**Record set:**
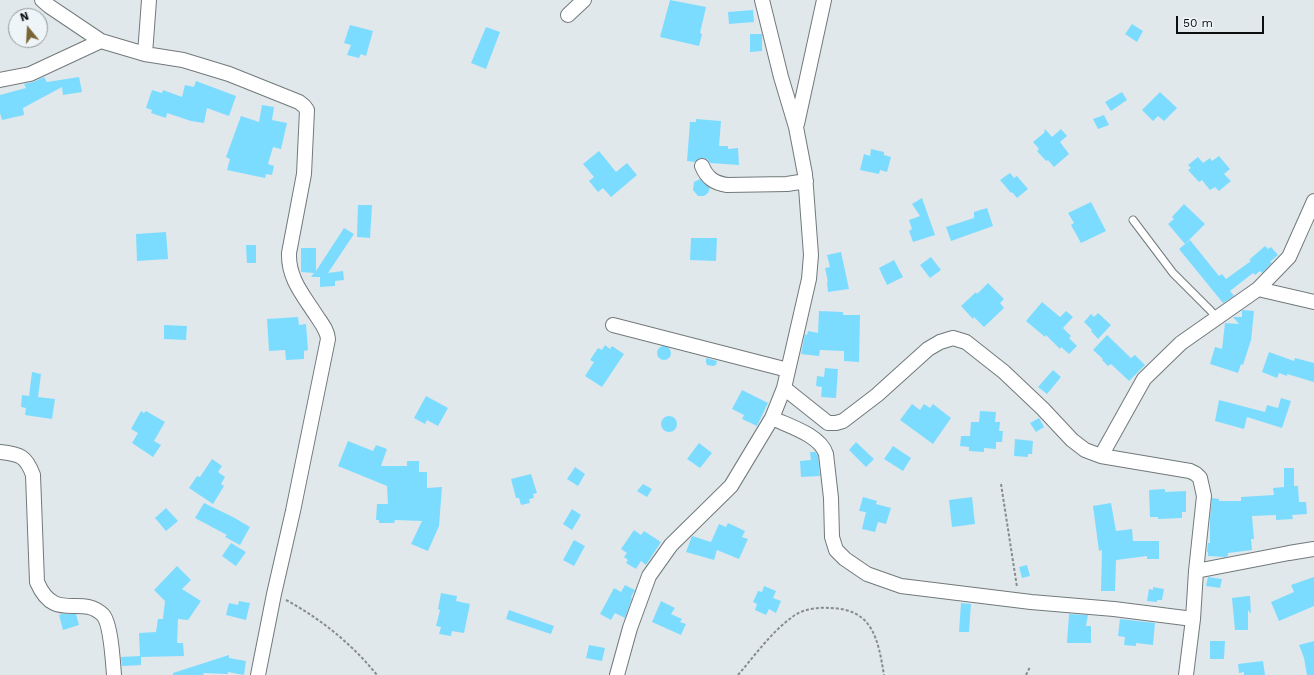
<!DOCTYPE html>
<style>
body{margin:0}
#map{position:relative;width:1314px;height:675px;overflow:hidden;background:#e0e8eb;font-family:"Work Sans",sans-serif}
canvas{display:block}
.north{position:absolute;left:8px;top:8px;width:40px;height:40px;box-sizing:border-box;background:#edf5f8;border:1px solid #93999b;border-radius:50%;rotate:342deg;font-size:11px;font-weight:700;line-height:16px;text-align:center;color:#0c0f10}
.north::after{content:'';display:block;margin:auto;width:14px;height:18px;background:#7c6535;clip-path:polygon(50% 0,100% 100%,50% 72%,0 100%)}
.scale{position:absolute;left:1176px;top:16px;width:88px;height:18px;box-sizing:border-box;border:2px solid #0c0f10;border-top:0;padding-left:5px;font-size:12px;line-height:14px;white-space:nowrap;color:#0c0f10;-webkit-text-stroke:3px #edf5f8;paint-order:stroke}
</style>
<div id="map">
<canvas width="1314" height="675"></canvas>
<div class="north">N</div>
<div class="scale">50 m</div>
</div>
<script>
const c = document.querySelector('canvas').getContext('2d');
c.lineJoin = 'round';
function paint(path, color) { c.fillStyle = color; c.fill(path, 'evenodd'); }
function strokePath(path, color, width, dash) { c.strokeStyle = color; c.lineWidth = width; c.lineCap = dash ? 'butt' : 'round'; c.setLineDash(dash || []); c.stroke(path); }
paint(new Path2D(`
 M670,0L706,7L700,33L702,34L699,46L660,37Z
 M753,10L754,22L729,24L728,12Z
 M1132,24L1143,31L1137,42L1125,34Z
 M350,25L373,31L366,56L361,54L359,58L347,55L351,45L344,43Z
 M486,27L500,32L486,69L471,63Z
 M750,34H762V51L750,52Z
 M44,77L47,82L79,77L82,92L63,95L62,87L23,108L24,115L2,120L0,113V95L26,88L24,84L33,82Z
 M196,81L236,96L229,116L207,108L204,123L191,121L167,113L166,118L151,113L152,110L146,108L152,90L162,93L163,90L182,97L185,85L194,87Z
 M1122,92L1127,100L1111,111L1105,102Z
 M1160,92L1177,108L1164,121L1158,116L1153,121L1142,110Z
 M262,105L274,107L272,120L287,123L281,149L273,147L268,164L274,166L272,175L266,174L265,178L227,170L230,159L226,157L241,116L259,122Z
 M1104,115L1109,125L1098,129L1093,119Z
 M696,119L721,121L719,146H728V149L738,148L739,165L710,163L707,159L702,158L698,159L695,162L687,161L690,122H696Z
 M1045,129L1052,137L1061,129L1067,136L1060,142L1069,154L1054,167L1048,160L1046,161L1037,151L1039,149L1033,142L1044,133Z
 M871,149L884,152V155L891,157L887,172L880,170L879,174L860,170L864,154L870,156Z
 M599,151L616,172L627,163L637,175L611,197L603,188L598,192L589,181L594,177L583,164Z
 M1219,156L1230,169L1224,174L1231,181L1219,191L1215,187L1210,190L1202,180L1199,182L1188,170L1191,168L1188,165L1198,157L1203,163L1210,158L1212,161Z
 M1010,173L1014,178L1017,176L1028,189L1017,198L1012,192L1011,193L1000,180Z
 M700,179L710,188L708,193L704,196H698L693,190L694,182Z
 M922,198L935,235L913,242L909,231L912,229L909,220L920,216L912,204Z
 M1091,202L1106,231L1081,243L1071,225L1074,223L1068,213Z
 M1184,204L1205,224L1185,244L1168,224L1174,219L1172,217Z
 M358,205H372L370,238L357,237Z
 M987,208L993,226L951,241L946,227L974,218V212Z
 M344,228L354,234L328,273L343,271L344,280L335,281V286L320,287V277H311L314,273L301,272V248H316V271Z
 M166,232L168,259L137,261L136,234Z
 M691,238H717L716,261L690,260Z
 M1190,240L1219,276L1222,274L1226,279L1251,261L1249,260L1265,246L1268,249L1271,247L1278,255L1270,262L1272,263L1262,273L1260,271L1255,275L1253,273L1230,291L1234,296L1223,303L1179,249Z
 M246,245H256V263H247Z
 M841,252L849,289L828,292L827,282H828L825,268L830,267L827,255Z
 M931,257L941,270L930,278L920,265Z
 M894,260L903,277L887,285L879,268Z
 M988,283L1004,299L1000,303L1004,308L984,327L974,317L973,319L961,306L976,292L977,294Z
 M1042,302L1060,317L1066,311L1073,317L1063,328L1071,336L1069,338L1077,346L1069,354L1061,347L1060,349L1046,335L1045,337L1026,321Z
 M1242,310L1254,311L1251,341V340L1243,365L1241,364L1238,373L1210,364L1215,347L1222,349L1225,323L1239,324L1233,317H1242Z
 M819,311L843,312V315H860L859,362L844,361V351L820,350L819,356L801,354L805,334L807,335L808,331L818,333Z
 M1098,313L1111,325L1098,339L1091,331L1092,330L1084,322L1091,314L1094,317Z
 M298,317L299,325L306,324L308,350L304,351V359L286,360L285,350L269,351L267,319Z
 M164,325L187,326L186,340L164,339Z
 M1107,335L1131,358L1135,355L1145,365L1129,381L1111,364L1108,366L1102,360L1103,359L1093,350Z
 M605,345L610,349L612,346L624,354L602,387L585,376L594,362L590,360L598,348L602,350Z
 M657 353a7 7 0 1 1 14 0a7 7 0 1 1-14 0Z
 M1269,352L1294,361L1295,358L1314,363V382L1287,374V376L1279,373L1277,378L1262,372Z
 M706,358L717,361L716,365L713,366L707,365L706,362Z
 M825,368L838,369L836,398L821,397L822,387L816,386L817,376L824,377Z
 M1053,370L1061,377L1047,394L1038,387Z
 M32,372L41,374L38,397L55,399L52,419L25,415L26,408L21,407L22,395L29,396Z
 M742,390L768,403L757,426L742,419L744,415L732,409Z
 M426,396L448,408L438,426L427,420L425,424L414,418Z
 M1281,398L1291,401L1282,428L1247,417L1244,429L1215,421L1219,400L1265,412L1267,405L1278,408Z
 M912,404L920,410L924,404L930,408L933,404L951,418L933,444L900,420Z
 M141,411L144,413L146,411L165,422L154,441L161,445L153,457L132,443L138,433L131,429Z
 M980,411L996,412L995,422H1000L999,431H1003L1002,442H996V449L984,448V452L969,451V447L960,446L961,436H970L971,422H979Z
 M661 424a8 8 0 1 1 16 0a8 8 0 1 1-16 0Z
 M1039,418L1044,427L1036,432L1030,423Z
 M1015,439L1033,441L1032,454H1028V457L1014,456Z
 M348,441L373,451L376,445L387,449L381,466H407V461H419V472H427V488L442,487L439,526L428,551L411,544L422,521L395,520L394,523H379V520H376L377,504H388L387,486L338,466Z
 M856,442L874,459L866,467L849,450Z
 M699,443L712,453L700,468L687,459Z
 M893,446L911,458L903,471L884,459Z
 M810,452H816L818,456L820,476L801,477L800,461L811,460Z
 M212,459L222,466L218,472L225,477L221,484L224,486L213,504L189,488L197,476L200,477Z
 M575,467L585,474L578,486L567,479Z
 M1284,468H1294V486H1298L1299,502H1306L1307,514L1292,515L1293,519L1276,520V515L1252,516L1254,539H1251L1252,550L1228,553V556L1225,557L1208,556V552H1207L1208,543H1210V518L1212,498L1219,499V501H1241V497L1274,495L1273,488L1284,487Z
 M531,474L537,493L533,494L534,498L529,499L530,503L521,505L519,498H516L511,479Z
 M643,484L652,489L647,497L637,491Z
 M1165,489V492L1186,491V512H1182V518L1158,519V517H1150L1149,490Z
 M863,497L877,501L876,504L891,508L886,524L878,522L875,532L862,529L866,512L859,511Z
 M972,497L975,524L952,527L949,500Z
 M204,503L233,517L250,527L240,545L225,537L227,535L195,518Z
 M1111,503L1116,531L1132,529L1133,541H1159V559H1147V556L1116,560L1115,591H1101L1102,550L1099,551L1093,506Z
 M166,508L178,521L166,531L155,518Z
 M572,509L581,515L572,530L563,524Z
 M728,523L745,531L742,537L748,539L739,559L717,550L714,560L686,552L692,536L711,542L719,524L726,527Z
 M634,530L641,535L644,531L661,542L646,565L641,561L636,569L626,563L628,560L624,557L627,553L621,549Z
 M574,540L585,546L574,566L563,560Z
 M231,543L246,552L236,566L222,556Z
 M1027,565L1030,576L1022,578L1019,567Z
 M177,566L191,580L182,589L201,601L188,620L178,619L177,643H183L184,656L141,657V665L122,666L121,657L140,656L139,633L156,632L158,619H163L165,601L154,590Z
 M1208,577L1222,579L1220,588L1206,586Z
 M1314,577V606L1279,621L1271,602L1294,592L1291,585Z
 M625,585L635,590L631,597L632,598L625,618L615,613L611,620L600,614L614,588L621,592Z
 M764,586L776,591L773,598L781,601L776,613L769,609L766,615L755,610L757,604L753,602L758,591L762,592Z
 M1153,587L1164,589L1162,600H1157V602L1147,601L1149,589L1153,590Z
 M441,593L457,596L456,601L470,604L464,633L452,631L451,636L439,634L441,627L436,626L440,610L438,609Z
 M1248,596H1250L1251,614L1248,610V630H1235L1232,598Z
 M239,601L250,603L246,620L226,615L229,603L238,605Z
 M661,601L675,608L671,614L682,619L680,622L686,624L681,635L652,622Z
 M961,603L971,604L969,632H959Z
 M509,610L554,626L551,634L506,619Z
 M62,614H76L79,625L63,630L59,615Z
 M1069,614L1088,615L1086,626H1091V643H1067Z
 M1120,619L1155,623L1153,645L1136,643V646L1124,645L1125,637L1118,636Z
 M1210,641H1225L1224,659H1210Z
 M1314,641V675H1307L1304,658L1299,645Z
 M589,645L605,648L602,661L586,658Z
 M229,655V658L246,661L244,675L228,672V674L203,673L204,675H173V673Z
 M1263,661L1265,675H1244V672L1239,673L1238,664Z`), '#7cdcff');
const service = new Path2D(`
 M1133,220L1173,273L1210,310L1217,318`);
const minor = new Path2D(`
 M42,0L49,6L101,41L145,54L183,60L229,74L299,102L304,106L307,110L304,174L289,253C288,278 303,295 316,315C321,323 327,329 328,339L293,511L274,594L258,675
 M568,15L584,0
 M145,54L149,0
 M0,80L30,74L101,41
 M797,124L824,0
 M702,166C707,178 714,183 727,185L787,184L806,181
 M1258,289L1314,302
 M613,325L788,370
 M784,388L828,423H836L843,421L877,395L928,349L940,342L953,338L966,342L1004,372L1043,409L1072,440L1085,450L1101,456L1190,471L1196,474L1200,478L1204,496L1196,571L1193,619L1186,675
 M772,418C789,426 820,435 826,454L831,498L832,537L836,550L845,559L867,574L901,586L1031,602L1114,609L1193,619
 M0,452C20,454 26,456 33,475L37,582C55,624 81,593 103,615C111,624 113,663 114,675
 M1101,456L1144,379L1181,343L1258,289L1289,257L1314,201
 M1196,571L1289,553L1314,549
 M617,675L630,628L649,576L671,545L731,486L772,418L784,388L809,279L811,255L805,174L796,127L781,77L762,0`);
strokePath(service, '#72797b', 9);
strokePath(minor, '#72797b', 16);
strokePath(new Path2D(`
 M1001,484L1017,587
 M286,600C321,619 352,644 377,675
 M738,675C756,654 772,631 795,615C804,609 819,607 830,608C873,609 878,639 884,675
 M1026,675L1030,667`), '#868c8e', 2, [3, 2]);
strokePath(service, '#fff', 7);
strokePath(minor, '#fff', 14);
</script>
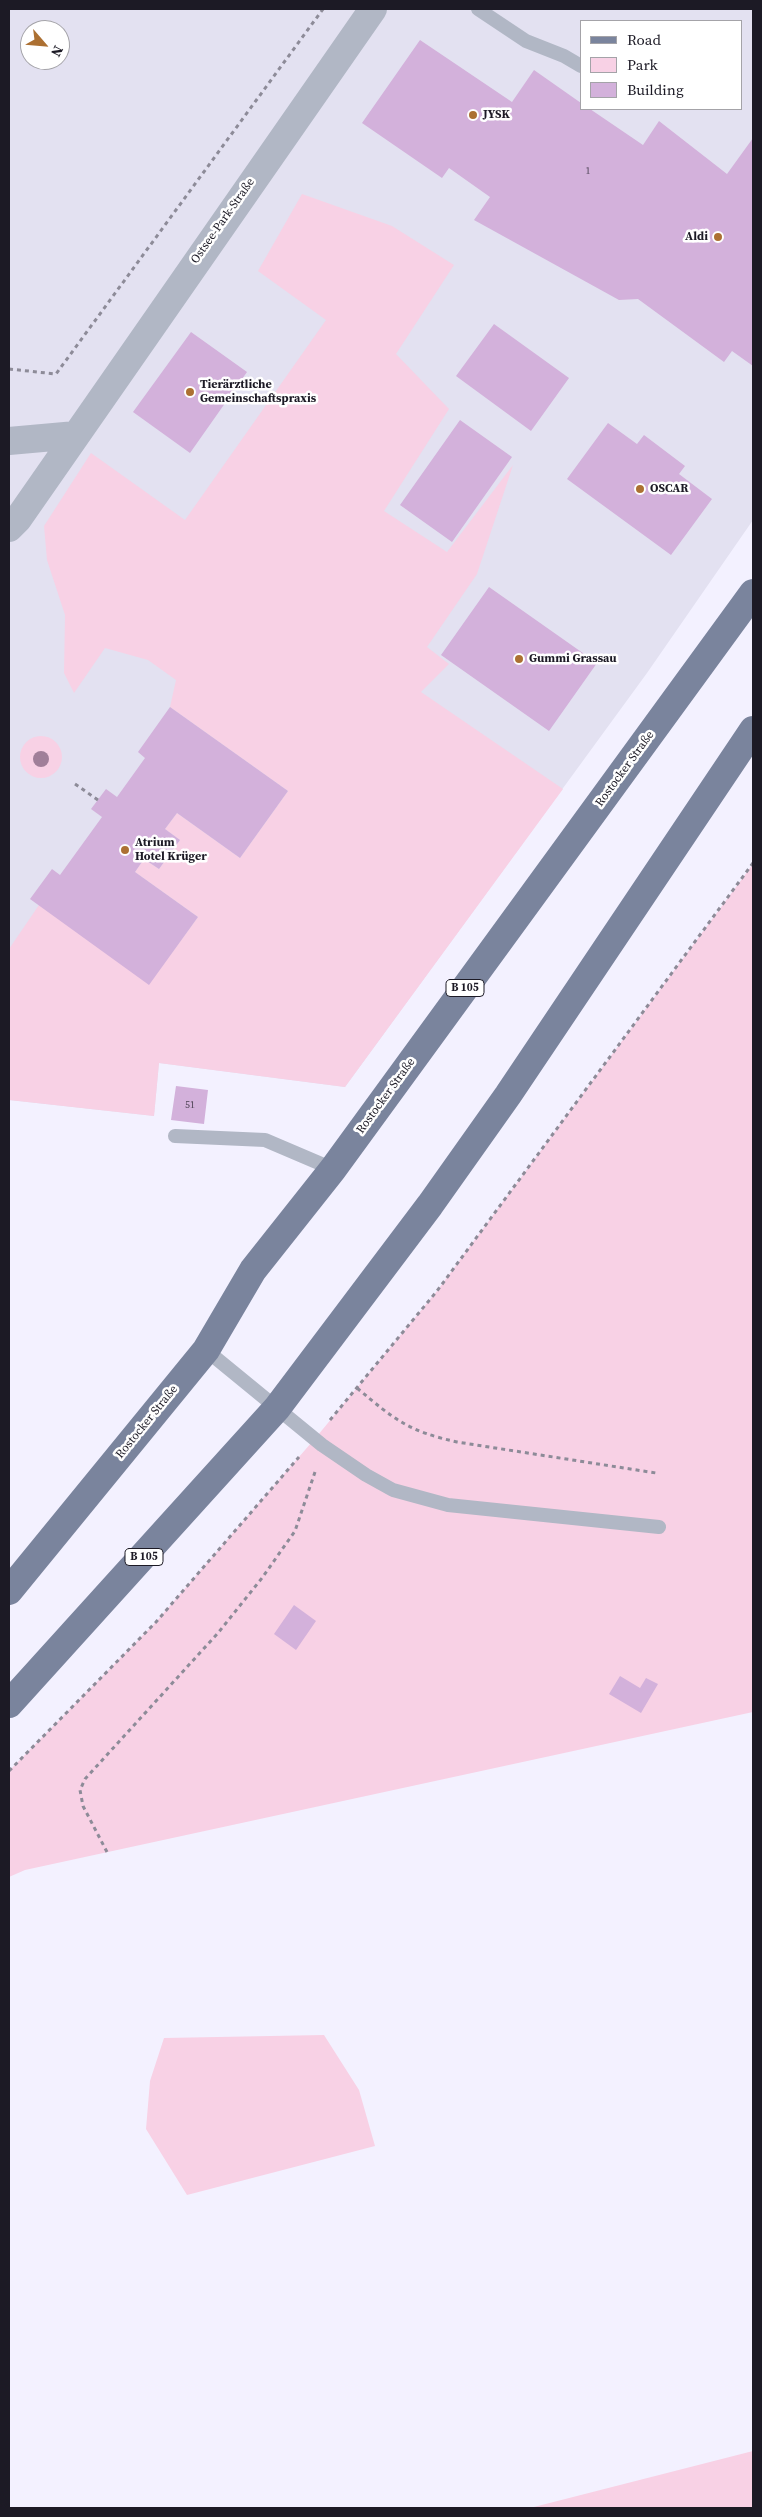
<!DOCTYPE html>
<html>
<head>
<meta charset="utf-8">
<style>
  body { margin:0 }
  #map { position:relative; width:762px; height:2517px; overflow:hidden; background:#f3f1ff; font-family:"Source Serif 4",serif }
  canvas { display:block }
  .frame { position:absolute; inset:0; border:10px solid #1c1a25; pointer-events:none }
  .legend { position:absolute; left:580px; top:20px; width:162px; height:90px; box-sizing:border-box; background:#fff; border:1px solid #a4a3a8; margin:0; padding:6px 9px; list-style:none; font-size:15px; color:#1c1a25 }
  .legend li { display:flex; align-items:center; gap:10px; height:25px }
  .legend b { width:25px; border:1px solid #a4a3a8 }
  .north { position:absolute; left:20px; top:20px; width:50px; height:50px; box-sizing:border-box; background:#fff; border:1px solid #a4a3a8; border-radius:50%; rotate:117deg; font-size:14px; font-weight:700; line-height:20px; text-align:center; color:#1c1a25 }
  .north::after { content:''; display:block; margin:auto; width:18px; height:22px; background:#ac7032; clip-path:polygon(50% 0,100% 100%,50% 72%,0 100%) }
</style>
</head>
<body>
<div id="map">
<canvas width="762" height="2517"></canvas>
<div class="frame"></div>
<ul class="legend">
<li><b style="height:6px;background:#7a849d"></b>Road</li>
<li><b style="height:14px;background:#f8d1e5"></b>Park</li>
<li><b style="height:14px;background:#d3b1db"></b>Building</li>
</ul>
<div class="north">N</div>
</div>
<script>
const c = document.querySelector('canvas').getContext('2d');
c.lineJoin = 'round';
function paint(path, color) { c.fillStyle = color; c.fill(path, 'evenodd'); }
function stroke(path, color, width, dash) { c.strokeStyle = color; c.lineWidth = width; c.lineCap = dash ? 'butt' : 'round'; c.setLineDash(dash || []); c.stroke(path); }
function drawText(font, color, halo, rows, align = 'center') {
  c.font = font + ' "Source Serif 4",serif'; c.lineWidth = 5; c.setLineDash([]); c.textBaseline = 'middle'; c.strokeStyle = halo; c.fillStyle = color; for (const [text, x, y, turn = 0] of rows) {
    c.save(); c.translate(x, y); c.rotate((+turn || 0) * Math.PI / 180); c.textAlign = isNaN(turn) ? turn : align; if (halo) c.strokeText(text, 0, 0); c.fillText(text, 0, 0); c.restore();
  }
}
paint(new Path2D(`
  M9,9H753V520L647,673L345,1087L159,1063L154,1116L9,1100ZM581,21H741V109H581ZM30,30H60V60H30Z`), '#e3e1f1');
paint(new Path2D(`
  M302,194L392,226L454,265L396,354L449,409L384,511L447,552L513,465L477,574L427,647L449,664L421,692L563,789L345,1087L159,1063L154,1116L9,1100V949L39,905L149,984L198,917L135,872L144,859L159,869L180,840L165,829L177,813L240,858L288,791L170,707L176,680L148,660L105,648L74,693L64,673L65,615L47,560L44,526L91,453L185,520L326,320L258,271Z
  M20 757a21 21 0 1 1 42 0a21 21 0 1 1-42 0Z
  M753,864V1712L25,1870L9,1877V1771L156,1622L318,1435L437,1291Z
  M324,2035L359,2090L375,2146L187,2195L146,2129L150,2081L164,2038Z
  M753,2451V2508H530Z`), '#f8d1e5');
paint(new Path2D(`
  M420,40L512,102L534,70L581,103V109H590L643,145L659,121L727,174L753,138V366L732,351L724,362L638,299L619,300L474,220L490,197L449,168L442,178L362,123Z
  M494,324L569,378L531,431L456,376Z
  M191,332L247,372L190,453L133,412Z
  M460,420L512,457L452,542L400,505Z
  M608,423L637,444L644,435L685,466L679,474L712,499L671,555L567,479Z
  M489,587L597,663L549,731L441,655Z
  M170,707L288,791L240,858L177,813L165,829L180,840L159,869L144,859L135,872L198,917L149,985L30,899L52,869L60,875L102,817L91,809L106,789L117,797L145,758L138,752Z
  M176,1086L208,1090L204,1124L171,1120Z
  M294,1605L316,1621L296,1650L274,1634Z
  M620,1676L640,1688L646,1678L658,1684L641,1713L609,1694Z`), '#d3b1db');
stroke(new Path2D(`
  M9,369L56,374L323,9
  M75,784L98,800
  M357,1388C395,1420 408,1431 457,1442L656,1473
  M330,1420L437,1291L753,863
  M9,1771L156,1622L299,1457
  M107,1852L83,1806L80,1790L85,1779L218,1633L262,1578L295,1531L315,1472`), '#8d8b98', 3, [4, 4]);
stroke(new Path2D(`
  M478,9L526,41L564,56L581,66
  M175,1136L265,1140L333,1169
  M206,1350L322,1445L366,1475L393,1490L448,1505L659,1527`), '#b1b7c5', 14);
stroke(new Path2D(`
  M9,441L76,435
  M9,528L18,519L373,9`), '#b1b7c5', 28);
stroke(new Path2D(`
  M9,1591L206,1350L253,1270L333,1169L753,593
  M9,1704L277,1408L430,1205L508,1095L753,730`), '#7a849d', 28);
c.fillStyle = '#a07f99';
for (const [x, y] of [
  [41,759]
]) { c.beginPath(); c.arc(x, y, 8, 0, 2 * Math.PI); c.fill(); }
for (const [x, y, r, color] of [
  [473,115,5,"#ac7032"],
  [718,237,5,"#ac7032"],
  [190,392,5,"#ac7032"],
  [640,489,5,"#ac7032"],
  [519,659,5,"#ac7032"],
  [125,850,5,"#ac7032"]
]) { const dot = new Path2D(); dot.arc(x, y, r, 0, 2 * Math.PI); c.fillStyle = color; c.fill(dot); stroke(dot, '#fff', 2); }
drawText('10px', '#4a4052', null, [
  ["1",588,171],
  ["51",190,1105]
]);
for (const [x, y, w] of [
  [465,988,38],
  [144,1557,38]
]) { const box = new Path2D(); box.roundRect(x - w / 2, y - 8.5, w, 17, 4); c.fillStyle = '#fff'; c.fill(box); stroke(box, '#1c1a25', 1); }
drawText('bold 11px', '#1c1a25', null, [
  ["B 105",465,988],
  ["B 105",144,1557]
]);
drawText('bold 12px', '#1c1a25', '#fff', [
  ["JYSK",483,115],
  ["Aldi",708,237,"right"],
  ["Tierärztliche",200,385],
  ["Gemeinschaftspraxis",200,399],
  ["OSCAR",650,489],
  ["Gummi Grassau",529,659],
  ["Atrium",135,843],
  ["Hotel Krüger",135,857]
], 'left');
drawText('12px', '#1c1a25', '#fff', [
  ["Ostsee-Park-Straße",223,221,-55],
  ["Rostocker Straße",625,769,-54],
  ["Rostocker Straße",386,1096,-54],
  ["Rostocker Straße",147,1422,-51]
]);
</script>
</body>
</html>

**Task item:** From the material above, copy each line that includes the word "rows".

**Solved exercise:**
function drawText(font, color, halo, rows, align = 'center') {
  c.font = font + ' "Source Serif 4",serif'; c.lineWidth = 5; c.setLineDash([]); c.textBaseline = 'middle'; c.strokeStyle = halo; c.fillStyle = color; for (const [text, x, y, turn = 0] of rows) {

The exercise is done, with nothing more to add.